Et voilà que mon propos retombe malgré lui dans des métaphores vitalistes décidément fort nombreuses. Cette profusion proviendrait-elle du fait que nos ancêtres ont tous été des chasseurs-cueilleurs puis des agriculteurs attachés à leur terre nourricière ? Nous qui sommes désormais si éloignés des cycles naturels aurions retenu de ce lointain passé tout un fond d’images comme si nous étions tous restés d’indécrottables terriens.

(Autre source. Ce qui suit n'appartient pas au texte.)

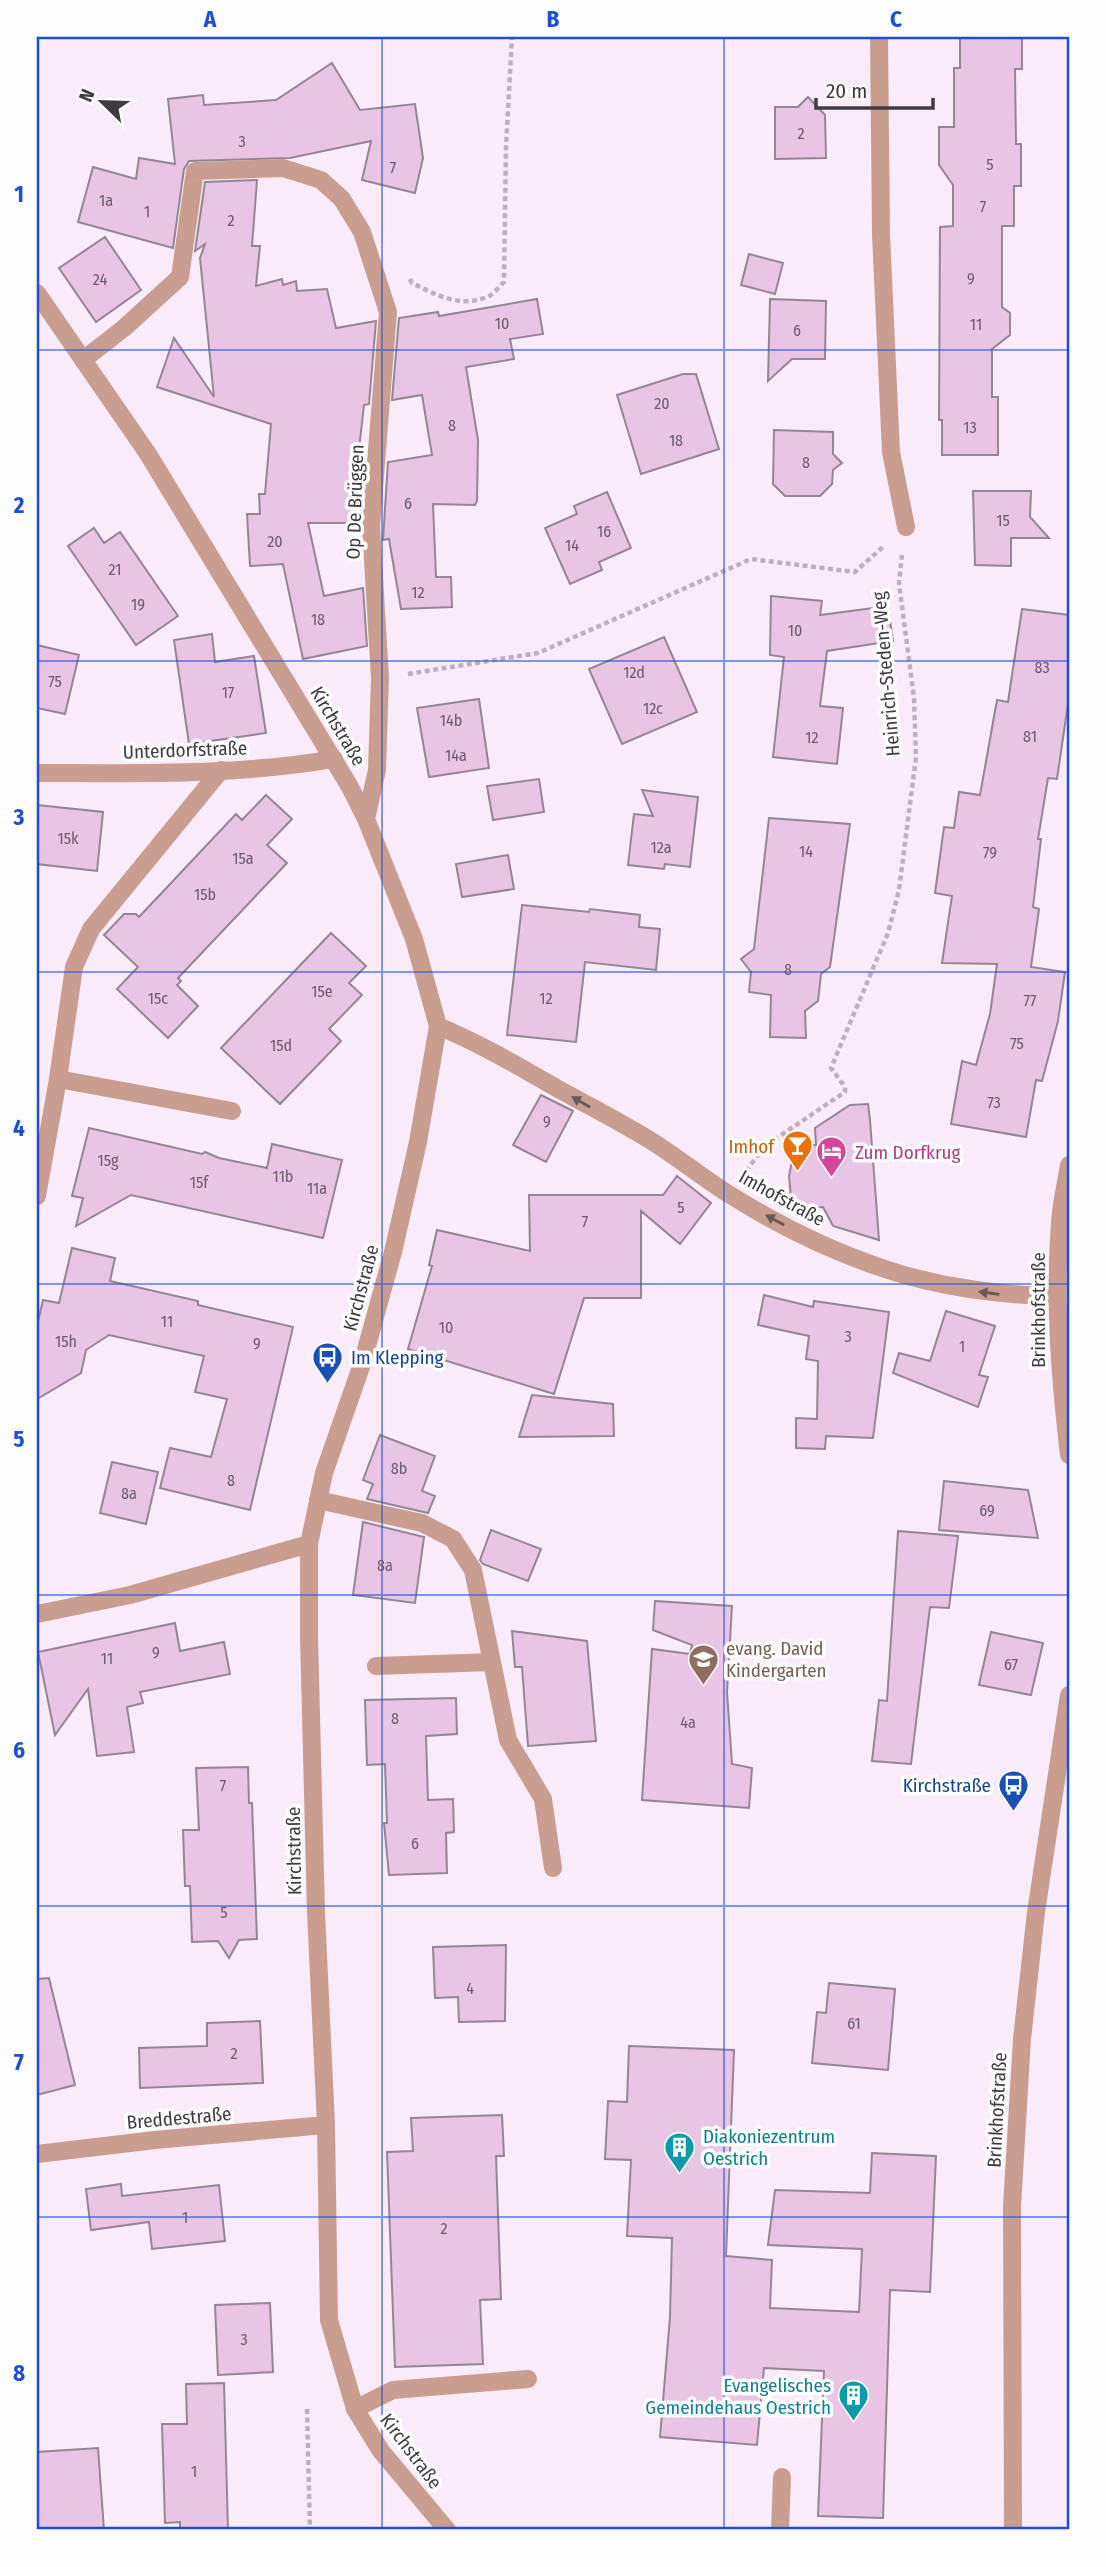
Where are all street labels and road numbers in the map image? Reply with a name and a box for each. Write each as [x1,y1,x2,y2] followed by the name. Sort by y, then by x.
[341,444,369,560] street label: Op De Brüggen
[867,591,905,757] street label: Heinrich-Steden-Weg
[305,682,371,770] street label: Kirchstraße
[122,736,248,764] street label: Unterdorfstraße
[735,1165,829,1231] street label: Imhofstraße
[338,1242,384,1334] street label: Kirchstraße
[1027,1252,1050,1368] street label: Brinkhofstraße
[282,1807,306,1895] street label: Kirchstraße
[982,2052,1012,2168] street label: Brinkhofstraße
[126,2102,232,2134] street label: Breddestraße
[375,2409,447,2493] street label: Kirchstraße

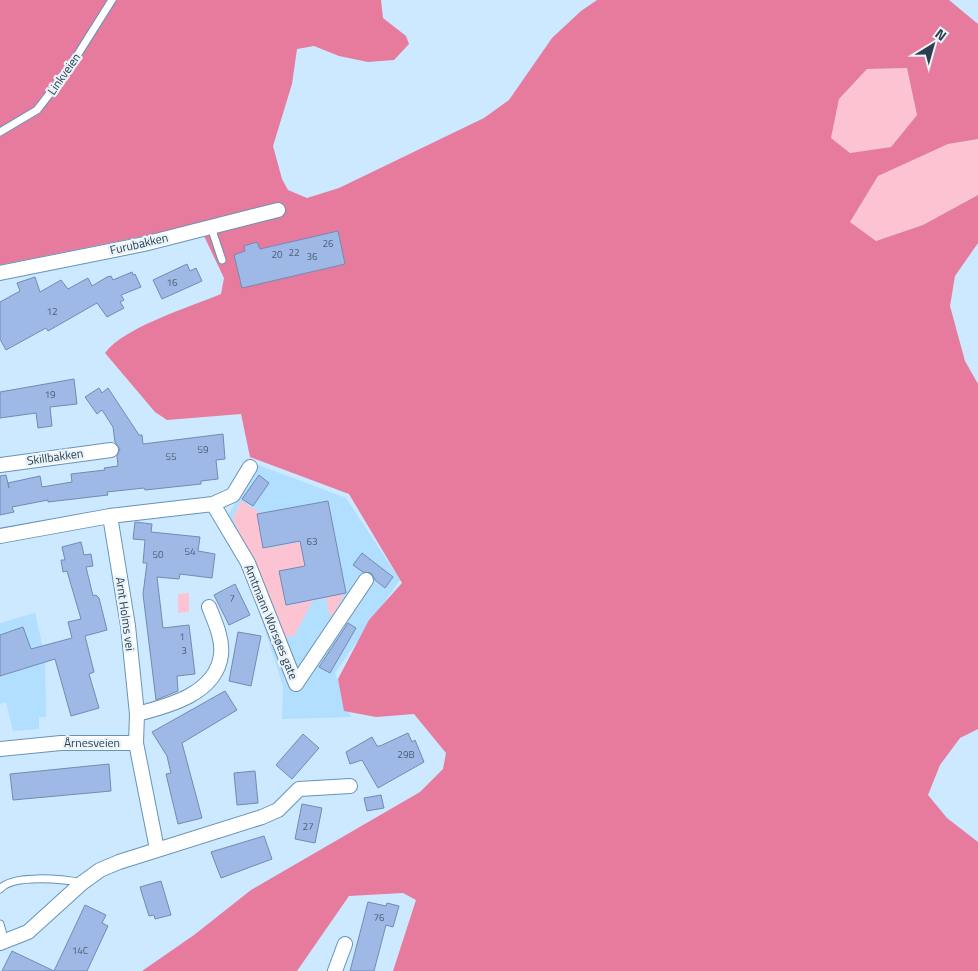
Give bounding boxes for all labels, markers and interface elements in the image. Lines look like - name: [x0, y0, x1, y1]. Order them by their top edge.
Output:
- north arrow: [908, 20, 958, 70]
- text: N: [931, 23, 951, 46]
- street label: Linkveien: [42, 49, 85, 99]
- street label: Furubakken: [108, 228, 170, 259]
- house number: 26: [322, 236, 334, 251]
- house number: 22: [288, 245, 300, 260]
- house number: 20: [271, 247, 283, 262]
- house number: 36: [306, 249, 318, 264]
- house number: 16: [166, 275, 178, 290]
- house number: 12: [46, 304, 58, 319]
- house number: 19: [44, 387, 56, 402]
- house number: 59: [197, 442, 209, 457]
- street label: Skillbakken: [26, 443, 84, 470]
- house number: 55: [165, 449, 177, 464]
- house number: 63: [306, 534, 318, 549]
- house number: 54: [184, 544, 196, 559]
- house number: 50: [152, 547, 164, 562]
- street label: Amtmann Worsøes gate: [240, 561, 303, 682]
- street label: Arnt Holms vei: [111, 576, 140, 652]
- house number: 7: [229, 591, 235, 606]
- house number: 1: [179, 629, 185, 644]
- house number: 3: [181, 643, 187, 658]
- street label: Årnesveien: [64, 733, 120, 752]
- house number: 29B: [397, 747, 415, 762]
- house number: 27: [302, 819, 314, 834]
- house number: 76: [373, 910, 385, 925]
- house number: 14C: [72, 943, 89, 958]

Mon propos liminaire laissait entendre que développer une réflexion revient au moins dans un premier temps à saisir au vol une intuition puis d’en éprouver la validité intrinsèque en la développant en passant par une série indéfinie de biais aussi divers que les métaphores éculées ou non, un fond d’images archaïques, une rhétorique gréco-latine éprouvée, des références philosophiques plus ou moins maîtrisées, un arrière-fond idéologique qui traîne dans l’air du temps, que sais-je encore ?

L’intuition peut se révéler être une coquille vide, laquelle peut en quelque sorte être remplie par tout un jeu dialectique à même de faire dialoguer des éléments épars inspirés par l’intuition initiale que l’on fera ensuite entrer en résonance, ce qui n’est pas loin de ressembler à une idée musicale qui doit peu à l’inspiration et beaucoup au travail. Le matériau de base peut en effet être très pauvre mais être ensuite enrichi voire sublimé par tout un travail mélodique, harmonique et rythmique, ce que tant le jazz que la musique dite classique ont amplement montré au cours de leurs histoires respectives.

Le jeu dialectique en question s’apparente à une dissémination, encore une métaphore végétale. Cette dialectique consistant à jouer avec des idées qui s’engendrent les unes les autres au fil du temps, qu’est-elle au juste ?

On dira que c’est l’esprit au travail, l’esprit confronté à sa propre puissance qui ne peut s’empêcher d’inventer des liaisons entre divers éléments qui lui viennent spontanément.

Le mot est lancé, très problématique lui aussi : la spontanéité existe bel et bien, mais ne nous dit rien de la provenance des éléments qu’elle révèle, qui plus est, aussi spontané soit-il, l’esprit procède immédiatement à l’agencement qui s’offre à lui ou qu’il se donne.

Agencement spontané, spontanéité de l’agencement, comme on voudra, c’est-à-dire une capacité réflexe à agencer des éléments a priori étrangers les uns aux autres, le travail consistant alors au fil du temps à réduire la part d’arbitraire jusqu’à la faire tendre vers zéro. Pensée asymptotique donc qui travaille à légitimer ce qui, de prime abord, semble arbitraire. 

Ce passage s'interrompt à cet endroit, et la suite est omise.